Extracted data entries:
• • • • • • •
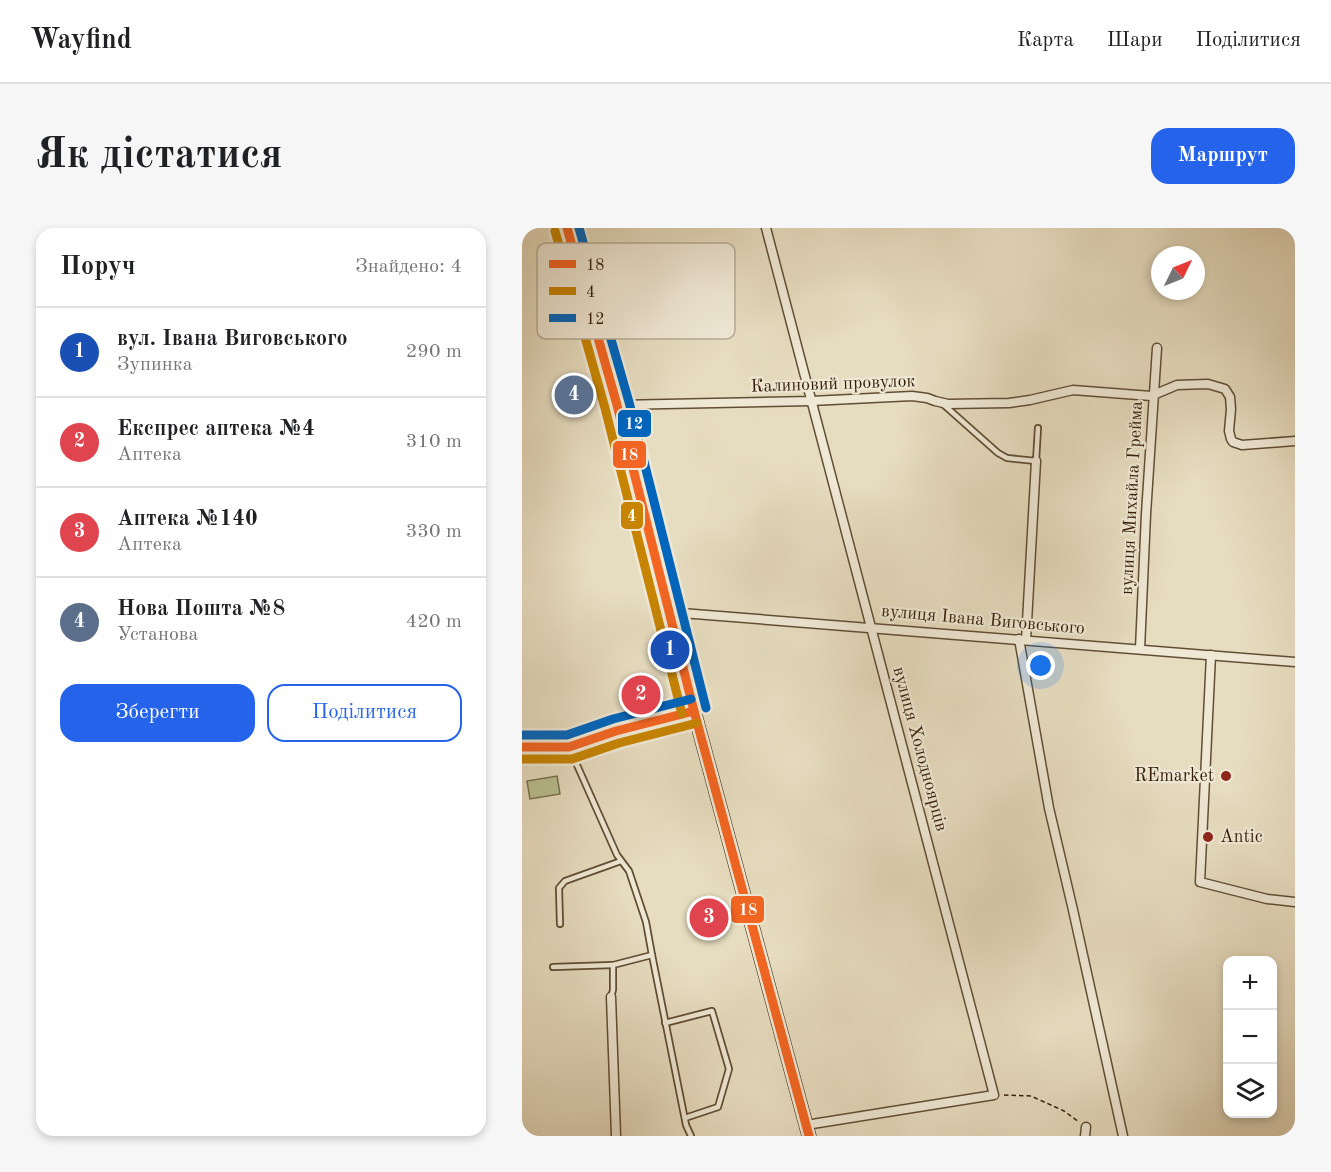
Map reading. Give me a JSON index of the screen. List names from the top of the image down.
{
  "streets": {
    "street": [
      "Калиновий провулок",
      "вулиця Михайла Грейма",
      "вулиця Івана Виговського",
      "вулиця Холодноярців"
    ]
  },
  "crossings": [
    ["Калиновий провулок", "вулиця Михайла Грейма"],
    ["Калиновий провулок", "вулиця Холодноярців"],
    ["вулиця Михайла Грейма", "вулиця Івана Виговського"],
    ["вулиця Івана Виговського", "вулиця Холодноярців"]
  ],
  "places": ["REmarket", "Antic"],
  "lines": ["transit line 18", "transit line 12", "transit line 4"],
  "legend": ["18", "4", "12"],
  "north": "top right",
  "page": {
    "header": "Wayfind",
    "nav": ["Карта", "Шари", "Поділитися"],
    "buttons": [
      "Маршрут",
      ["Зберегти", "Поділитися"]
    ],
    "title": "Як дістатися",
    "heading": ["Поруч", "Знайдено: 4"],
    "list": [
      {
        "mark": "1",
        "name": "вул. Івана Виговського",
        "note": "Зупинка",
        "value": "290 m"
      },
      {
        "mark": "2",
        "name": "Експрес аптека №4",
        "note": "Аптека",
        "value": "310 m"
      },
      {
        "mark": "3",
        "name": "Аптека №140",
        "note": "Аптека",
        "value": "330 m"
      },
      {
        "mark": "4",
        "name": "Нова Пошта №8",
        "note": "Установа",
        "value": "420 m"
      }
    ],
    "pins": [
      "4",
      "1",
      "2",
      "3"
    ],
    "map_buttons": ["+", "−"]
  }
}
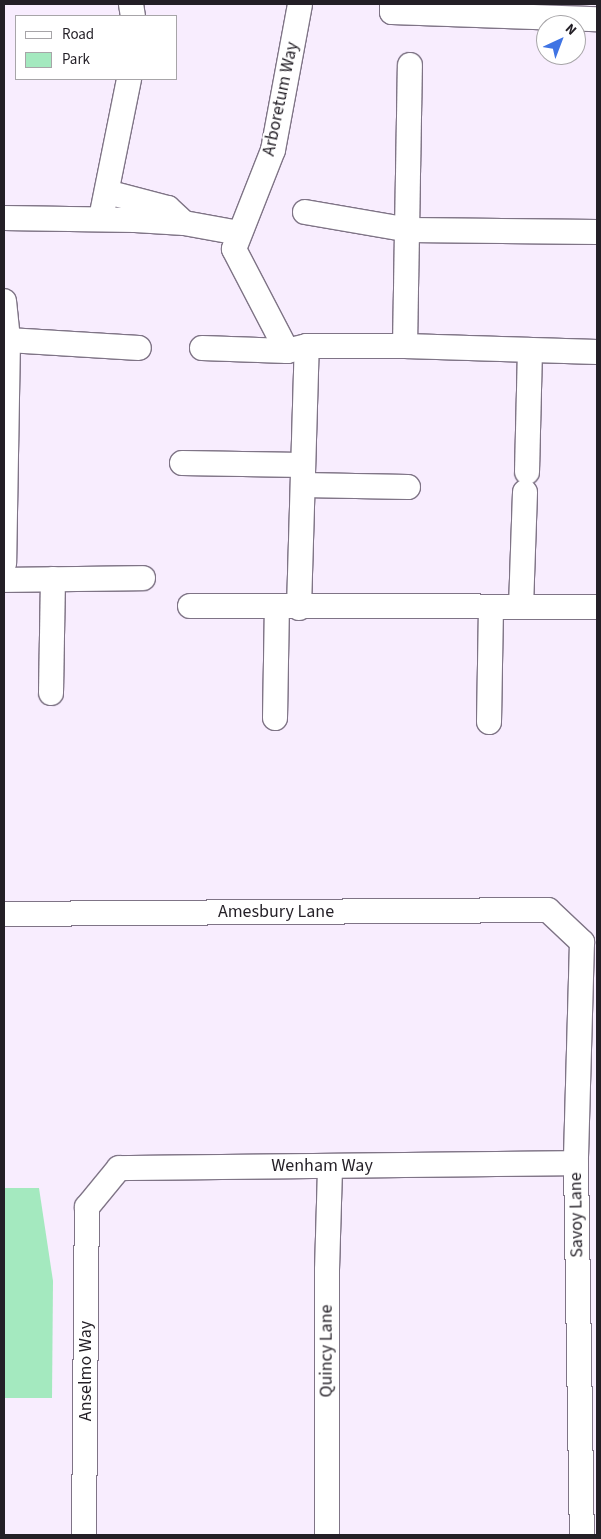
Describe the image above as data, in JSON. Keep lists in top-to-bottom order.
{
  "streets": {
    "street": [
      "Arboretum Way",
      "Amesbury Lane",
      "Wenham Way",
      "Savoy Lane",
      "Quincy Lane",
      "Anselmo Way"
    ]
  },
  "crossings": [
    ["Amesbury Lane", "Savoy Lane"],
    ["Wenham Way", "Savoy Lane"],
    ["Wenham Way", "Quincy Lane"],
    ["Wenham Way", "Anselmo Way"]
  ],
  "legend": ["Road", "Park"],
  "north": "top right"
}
• • • • • • •
YOUR TASK –
Output all the entries exactly, minus any pictures.

ANSWER SECTION –
Map reading. Give me a JSON index of the screen. List names from the top of the image down.
{
  "streets": {
    "street": [
      "Калиновий провулок",
      "вулиця Михайла Грейма",
      "вулиця Івана Виговського",
      "вулиця Холодноярців"
    ]
  },
  "crossings": [
    ["Калиновий провулок", "вулиця Михайла Грейма"],
    ["Калиновий провулок", "вулиця Холодноярців"],
    ["вулиця Михайла Грейма", "вулиця Івана Виговського"],
    ["вулиця Івана Виговського", "вулиця Холодноярців"]
  ],
  "places": ["REmarket", "Antic"],
  "lines": ["transit line 18", "transit line 12", "transit line 4"],
  "legend": ["18", "4", "12"],
  "north": "top right",
  "page": {
    "header": "Wayfind",
    "nav": ["Карта", "Шари", "Поділитися"],
    "buttons": [
      "Маршрут",
      ["Зберегти", "Поділитися"]
    ],
    "title": "Як дістатися",
    "heading": ["Поруч", "Знайдено: 4"],
    "list": [
      {
        "mark": "1",
        "name": "вул. Івана Виговського",
        "note": "Зупинка",
        "value": "290 m"
      },
      {
        "mark": "2",
        "name": "Експрес аптека №4",
        "note": "Аптека",
        "value": "310 m"
      },
      {
        "mark": "3",
        "name": "Аптека №140",
        "note": "Аптека",
        "value": "330 m"
      },
      {
        "mark": "4",
        "name": "Нова Пошта №8",
        "note": "Установа",
        "value": "420 m"
      }
    ],
    "pins": [
      "4",
      "1",
      "2",
      "3"
    ],
    "map_buttons": ["+", "−"]
  }
}
Describe the image above as data, in JSON. Keep lists in top-to-bottom order.
{
  "streets": {
    "street": [
      "Arboretum Way",
      "Amesbury Lane",
      "Wenham Way",
      "Savoy Lane",
      "Quincy Lane",
      "Anselmo Way"
    ]
  },
  "crossings": [
    ["Amesbury Lane", "Savoy Lane"],
    ["Wenham Way", "Savoy Lane"],
    ["Wenham Way", "Quincy Lane"],
    ["Wenham Way", "Anselmo Way"]
  ],
  "legend": ["Road", "Park"],
  "north": "top right"
}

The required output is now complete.